Swimmer-Levine protested to Lovett and the next day fired off an angry letter to "20/20" executive producer Victor Neufeld (with a copy to ABC News President Roone Arledge). About Lovett and his crew, she wrote:

"Aren't their hands dirty for being 'responsible' adults watching minors involved in illegal activities? Aren't their souls slightly moved when they think of the havoc these kids could have delivered to the highway just below them. . . . Don't you feel they had a moral responsibility to phone the police when their shoot was over, at least?"

More than a month later, she still has received no reply.

"She just didn't like what was going on at that party," Neufeld claimed by phone from New York. "That is not our responsibility."

He quoted ABC News guidelines: "Our responsibility is to report and record news events, not to participate in them or seek to influence their outcome."

None of them?

"If we were driving by a burning car, of course we would pull somebody out of it," Lovett said. "I think of myself as a compassionate person who does compassionate stories. But what we were witnessing (at the party) was habitual behavior. They (the youths) were not perceived by me to be in any immediate danger. They were doing what they were normally doing on a Friday night."

Lovett said he was unaware a cyclist almost went off a cliff and heard no one mention that to Swimmer-Levine. He said he and his crew remained at the party about an hour. "Kids were drinking beers. I smelled marijuana. I watched cocaine being passed. But I'm not a Breathalyzer test. I can't tell you how many were loaded."

Or were as turned on by the camera as by drugs and booze.

Although Lovett insists that the presence of "20/20" served to "calm" the party, that is disputed by the student who was quoted earlier.

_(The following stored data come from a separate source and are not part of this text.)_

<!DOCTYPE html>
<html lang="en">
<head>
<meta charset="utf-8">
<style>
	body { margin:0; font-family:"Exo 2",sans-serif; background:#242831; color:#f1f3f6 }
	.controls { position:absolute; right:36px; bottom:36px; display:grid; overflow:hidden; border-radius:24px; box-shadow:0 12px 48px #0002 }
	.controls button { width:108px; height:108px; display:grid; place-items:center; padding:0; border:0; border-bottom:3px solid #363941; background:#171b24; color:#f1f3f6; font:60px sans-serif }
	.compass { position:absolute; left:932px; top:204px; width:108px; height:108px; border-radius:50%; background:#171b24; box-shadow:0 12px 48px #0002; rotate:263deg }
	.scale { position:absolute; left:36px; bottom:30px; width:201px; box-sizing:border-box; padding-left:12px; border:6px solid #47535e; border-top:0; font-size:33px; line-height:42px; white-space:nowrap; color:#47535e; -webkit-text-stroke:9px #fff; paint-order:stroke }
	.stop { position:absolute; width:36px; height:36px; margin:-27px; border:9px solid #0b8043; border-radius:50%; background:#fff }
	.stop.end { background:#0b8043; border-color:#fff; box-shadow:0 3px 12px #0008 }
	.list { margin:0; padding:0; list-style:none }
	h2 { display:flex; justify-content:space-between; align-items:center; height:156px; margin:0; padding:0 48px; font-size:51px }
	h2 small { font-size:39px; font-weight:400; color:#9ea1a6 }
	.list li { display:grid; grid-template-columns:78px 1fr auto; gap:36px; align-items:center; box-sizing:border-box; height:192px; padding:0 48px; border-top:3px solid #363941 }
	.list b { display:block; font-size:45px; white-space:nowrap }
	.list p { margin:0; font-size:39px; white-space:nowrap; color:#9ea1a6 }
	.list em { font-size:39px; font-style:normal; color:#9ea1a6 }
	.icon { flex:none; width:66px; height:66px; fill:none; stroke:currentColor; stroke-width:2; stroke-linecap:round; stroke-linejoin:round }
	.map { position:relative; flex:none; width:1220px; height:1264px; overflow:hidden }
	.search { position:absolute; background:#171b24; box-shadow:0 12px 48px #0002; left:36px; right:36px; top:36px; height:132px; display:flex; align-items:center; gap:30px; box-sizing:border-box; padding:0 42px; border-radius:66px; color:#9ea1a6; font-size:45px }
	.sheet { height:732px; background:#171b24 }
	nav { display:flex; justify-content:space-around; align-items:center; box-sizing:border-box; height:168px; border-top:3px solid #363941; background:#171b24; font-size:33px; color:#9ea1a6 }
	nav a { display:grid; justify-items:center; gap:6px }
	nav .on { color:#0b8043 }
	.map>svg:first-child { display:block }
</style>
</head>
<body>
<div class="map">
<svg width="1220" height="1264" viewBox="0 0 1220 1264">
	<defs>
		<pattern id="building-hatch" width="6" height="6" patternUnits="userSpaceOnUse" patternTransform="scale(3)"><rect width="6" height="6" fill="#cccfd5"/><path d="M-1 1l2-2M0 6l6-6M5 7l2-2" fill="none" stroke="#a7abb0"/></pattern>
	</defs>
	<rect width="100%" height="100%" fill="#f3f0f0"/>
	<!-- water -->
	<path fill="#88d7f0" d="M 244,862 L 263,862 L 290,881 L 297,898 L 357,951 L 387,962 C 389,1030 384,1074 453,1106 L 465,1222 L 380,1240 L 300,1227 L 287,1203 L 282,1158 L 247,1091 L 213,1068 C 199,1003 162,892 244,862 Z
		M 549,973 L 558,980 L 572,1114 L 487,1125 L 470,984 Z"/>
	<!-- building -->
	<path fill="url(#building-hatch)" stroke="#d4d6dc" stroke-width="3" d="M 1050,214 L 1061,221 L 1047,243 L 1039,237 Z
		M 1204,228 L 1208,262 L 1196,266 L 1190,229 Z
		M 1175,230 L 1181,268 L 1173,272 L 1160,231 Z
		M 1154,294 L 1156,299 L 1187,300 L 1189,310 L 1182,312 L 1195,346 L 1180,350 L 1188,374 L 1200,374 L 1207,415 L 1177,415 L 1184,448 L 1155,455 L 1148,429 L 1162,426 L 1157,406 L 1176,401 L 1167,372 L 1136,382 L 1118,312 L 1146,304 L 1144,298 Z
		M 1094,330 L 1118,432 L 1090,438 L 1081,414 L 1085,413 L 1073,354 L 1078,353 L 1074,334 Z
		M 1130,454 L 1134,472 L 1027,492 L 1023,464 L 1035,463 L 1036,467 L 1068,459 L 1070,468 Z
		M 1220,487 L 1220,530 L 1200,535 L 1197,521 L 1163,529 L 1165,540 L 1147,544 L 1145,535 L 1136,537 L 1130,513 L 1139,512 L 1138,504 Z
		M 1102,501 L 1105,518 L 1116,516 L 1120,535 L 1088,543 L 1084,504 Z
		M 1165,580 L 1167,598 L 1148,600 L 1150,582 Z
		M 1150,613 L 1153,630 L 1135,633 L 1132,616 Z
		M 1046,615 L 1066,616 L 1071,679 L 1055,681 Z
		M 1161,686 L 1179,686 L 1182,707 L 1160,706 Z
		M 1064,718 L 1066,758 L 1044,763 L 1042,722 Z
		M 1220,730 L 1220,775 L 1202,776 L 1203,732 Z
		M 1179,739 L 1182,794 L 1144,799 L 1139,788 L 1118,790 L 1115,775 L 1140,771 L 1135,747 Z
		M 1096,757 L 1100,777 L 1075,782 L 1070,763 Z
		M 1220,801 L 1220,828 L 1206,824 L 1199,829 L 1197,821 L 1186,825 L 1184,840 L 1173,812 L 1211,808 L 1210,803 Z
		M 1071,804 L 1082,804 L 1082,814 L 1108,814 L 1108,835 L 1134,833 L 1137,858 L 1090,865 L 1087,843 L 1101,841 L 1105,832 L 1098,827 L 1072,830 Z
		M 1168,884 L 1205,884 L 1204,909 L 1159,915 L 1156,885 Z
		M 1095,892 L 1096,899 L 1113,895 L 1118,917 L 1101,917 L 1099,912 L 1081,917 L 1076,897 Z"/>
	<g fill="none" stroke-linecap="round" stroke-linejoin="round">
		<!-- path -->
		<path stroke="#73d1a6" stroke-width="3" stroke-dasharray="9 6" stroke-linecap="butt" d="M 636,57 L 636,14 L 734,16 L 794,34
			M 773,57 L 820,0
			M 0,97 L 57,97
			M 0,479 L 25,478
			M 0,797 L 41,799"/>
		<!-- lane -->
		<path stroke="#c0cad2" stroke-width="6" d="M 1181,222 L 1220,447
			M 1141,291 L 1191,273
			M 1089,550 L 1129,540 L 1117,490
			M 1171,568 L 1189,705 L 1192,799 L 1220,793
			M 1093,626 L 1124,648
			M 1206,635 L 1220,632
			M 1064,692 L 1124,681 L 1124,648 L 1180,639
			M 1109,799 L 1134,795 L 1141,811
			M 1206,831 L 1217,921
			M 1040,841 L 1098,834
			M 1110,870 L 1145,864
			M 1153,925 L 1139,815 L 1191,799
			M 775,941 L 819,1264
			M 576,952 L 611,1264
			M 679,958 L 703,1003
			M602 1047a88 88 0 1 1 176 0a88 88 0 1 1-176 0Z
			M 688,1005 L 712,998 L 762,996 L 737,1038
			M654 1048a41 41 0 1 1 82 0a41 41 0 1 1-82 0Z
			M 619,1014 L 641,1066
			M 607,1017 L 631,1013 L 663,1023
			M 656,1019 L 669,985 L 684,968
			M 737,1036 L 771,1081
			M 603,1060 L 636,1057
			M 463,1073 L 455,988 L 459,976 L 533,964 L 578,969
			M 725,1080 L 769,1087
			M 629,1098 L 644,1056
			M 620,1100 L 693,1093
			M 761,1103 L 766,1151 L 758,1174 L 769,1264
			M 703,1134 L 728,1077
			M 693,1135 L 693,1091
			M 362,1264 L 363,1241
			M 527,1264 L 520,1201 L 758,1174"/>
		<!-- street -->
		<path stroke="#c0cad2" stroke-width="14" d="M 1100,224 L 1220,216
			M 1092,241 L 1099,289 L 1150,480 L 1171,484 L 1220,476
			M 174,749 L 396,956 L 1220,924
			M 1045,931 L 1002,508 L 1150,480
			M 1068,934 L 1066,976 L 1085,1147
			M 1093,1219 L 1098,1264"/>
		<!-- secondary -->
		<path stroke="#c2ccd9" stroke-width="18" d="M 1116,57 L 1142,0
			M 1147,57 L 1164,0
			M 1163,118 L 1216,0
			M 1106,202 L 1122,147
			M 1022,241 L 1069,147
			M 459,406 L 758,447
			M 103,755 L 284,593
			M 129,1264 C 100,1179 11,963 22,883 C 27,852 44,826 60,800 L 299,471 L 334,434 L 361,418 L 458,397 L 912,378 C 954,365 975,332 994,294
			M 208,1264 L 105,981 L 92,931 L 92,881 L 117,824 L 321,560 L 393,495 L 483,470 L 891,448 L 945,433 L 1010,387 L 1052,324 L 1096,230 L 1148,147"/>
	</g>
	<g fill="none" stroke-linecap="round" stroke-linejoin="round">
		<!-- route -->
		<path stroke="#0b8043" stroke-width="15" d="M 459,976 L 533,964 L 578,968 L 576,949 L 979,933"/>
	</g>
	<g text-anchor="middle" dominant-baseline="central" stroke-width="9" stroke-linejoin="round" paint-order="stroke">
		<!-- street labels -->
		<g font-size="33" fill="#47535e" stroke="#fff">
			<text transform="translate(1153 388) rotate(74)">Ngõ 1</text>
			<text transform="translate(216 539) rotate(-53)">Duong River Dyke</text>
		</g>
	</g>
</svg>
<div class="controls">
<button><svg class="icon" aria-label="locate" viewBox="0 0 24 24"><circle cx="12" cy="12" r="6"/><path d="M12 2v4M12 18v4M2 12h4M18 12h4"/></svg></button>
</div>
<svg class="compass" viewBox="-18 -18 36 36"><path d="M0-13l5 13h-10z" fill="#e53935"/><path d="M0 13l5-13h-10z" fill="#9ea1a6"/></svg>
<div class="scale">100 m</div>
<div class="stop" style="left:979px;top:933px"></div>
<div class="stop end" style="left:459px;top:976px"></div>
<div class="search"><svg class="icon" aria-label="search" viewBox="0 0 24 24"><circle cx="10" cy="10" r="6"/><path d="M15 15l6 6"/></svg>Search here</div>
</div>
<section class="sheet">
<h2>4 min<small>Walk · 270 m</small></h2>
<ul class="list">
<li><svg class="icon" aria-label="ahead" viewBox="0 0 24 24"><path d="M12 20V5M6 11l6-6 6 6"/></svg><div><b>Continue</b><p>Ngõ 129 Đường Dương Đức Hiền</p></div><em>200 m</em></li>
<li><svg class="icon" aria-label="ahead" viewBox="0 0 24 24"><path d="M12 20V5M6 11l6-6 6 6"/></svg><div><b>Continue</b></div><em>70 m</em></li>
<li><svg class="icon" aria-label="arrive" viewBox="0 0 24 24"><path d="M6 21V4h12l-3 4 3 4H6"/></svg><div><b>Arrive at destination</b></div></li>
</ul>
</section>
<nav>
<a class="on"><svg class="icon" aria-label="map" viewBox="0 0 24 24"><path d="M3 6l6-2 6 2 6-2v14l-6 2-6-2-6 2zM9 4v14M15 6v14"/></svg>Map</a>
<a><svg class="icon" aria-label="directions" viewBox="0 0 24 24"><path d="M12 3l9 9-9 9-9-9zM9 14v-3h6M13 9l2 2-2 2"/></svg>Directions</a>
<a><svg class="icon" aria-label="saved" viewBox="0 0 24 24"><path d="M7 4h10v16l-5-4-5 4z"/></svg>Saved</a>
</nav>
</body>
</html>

"As soon as they brought in the camera, everyone started to act differently," she said. "Everyone was more forceful and started showing their bad side. There were some suicidals up there, and they started breaking bottles and acting very strange."

And where were the police?

As it turns out, Dodd had called the Los Angeles police, whose jurisdiction excludes Malibu. The detective who received Dodd's call didn't pass on the information to the Los Angeles County Sheriff's Department as he should have and will be disciplined, said Capt. Vance Proctor, acting area captain for the West Los Angeles division of LAPD.

So no cops--either in front of the camera or operating the camera.

"The parents know about this kind of behavior, the school authorities know about this kind of behavior, and the police know about this kind of behavior," Lovett said. "They should have come to stop it, and if they had, we would have filmed that too."